Full benchmark script can be found at https://github.com/h2oai/db-benchmark/blob/master/arrow/groupby-arrow.R

----

As per my understanding, all above queries (maybe excluding query 8) will not utilize any arrow computation, as of now. It is because those operations are not yet implemented in arrow, and they are falling back to dplyr implementation.

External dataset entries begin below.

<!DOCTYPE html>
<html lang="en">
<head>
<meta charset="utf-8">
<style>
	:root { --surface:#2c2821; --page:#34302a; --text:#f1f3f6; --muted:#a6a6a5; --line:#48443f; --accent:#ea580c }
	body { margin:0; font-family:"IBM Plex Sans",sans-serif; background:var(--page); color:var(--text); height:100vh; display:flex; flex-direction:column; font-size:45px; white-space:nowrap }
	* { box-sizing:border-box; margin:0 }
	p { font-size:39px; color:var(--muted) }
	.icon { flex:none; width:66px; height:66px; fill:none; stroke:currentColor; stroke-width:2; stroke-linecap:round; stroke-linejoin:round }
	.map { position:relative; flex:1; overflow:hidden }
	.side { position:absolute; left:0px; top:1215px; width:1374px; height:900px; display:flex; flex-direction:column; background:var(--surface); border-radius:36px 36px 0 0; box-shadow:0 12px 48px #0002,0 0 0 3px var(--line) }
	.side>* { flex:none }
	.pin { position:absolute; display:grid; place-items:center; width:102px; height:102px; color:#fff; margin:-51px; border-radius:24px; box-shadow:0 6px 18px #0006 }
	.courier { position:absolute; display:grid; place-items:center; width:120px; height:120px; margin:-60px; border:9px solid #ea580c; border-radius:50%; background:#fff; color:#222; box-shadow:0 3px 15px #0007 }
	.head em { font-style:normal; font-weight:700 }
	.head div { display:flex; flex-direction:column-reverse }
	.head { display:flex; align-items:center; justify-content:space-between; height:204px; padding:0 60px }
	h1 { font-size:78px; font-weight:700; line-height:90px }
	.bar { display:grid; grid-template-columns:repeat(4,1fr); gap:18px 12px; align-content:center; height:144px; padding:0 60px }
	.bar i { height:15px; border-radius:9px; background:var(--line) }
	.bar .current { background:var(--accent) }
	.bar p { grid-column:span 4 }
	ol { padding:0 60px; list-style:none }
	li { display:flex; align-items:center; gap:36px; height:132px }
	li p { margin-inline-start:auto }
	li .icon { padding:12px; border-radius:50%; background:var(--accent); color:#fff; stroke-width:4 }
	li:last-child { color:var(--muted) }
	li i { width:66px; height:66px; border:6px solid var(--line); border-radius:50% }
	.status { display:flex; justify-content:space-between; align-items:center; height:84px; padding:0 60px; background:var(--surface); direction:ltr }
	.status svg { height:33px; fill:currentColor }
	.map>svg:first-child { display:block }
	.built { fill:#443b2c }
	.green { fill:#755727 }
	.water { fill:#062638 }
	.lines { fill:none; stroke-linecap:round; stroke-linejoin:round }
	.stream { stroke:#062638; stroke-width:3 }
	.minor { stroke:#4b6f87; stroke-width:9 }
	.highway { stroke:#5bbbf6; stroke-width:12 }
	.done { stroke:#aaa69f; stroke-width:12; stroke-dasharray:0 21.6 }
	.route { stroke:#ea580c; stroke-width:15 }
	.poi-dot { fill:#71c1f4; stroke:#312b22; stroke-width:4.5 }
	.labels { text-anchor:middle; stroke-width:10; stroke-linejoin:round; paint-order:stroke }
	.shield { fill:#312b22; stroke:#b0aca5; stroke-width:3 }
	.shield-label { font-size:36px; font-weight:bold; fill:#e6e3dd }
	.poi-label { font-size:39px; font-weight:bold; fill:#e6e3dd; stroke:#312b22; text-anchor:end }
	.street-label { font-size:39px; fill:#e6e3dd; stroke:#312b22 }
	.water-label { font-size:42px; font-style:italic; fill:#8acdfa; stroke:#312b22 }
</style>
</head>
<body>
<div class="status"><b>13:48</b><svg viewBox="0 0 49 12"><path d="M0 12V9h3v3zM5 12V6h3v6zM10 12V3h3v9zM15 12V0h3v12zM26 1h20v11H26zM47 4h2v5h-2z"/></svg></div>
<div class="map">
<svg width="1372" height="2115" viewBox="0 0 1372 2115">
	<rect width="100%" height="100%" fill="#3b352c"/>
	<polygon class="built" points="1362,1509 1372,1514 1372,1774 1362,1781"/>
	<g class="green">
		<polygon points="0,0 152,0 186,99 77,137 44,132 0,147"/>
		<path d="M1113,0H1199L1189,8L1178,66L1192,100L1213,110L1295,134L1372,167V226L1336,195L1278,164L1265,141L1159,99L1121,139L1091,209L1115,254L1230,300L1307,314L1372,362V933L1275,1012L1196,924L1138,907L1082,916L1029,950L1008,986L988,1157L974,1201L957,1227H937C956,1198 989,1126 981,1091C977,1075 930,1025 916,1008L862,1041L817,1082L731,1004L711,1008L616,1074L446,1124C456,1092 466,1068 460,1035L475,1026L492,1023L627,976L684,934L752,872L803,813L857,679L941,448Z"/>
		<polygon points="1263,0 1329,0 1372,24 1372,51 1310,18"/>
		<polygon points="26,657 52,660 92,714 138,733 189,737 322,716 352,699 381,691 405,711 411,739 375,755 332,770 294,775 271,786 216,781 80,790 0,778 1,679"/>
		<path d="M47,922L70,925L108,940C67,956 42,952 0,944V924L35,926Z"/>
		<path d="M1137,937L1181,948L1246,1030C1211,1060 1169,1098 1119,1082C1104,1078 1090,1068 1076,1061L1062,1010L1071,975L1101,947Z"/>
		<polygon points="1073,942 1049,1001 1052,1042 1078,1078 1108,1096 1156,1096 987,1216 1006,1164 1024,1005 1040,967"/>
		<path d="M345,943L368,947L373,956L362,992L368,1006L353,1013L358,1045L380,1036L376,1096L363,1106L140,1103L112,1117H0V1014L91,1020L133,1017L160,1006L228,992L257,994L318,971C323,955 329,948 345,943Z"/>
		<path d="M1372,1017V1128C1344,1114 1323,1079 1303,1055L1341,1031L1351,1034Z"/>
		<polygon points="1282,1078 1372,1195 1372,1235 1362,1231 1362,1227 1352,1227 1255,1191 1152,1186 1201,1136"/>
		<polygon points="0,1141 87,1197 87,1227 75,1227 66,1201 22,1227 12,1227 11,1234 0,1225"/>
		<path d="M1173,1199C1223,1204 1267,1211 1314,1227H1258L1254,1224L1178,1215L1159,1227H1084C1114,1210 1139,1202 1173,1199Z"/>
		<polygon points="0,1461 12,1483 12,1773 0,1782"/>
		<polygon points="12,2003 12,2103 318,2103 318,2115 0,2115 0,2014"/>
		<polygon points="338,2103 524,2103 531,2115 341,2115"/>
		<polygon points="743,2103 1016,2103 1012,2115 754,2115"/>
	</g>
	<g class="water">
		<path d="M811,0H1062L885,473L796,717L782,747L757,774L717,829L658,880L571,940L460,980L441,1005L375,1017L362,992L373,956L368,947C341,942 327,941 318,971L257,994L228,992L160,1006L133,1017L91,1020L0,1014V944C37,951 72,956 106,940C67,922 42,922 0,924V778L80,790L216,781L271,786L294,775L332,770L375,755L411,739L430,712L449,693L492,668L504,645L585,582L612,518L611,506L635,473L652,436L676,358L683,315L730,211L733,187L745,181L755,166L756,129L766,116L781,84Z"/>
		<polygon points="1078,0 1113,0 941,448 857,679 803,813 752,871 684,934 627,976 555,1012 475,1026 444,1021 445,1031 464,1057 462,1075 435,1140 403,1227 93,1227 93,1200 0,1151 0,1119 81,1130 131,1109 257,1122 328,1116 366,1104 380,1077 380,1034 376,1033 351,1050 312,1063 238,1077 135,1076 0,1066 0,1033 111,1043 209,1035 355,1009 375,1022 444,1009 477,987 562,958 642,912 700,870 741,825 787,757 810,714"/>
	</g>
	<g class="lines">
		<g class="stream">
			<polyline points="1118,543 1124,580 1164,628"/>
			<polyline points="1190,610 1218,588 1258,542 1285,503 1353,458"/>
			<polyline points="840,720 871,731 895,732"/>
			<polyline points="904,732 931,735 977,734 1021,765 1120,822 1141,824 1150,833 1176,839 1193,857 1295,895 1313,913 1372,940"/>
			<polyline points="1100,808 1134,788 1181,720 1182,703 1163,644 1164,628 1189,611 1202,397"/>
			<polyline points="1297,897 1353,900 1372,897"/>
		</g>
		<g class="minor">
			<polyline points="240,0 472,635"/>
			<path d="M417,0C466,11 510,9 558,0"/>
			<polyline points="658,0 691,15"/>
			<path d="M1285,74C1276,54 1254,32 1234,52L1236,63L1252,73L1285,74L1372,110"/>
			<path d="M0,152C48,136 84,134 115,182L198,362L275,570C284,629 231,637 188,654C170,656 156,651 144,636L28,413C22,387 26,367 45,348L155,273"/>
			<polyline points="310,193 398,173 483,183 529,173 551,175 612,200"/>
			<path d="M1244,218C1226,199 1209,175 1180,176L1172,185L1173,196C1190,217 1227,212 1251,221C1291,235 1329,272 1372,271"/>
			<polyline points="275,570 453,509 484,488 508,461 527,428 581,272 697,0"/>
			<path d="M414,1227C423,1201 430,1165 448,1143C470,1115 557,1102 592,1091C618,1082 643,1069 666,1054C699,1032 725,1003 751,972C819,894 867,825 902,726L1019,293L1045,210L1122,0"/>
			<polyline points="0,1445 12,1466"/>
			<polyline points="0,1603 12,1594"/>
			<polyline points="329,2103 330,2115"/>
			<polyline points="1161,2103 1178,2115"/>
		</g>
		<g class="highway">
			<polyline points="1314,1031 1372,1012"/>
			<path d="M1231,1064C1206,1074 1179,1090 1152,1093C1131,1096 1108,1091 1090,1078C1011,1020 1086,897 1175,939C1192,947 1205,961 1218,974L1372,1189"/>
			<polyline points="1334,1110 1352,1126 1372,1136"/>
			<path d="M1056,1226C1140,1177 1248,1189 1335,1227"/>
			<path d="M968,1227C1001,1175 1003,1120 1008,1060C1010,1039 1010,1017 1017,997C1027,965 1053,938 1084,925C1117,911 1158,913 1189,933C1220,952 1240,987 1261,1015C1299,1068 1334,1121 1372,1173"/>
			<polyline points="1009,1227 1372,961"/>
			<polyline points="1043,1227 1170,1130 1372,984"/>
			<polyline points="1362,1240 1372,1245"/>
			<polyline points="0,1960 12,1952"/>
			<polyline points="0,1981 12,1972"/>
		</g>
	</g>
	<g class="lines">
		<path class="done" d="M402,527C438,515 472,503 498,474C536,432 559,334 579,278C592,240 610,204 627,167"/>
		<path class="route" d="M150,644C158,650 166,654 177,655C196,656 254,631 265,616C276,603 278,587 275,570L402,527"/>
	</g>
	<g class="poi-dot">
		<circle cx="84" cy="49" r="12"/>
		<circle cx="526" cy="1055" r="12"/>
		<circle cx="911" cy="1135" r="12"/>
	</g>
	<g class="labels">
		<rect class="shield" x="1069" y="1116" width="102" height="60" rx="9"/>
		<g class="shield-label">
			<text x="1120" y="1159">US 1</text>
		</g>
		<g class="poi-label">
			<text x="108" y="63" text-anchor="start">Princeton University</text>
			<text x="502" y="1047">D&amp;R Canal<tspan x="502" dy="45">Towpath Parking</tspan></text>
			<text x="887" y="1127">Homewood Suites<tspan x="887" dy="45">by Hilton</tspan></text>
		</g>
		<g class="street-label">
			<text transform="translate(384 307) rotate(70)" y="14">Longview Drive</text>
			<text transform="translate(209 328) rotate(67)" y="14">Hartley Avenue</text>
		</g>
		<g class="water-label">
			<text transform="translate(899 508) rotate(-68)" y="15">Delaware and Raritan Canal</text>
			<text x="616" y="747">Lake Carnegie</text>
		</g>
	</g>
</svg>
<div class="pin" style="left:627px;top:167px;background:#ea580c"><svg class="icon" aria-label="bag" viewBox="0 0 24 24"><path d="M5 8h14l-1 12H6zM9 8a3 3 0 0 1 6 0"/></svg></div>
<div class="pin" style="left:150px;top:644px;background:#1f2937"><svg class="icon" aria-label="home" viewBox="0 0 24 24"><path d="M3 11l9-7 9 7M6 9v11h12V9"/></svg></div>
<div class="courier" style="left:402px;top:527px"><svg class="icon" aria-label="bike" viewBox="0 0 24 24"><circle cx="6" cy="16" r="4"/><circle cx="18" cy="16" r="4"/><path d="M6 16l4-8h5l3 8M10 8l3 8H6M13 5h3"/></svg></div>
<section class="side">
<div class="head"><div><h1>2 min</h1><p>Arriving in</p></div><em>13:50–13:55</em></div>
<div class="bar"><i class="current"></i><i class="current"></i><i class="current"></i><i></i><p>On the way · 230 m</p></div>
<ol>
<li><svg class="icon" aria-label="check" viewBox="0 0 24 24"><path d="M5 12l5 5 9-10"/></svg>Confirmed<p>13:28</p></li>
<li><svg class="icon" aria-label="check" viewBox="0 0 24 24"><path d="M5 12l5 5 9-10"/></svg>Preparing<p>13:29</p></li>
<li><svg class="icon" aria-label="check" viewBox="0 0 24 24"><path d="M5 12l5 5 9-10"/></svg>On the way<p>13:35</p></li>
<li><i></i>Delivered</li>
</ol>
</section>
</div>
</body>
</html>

According to Neal's presentation I watched recently, code written now will over time get improved by improvements in arrow implementation. Continuous benchmark I am working on upgrades software automatically, therefore I would like to use the fact to write code now, and have it faster in future, as arrow implementation progresses. I believe the mentioned queries will not satisfy that, because of `collect()` call in the middle. AFAIU it needs a `compute()` call at the end instead (like now in query 8).

Is there a way to write this code to be optimal now, and also optimal in future. Similarly as presented by Neal in his presentation?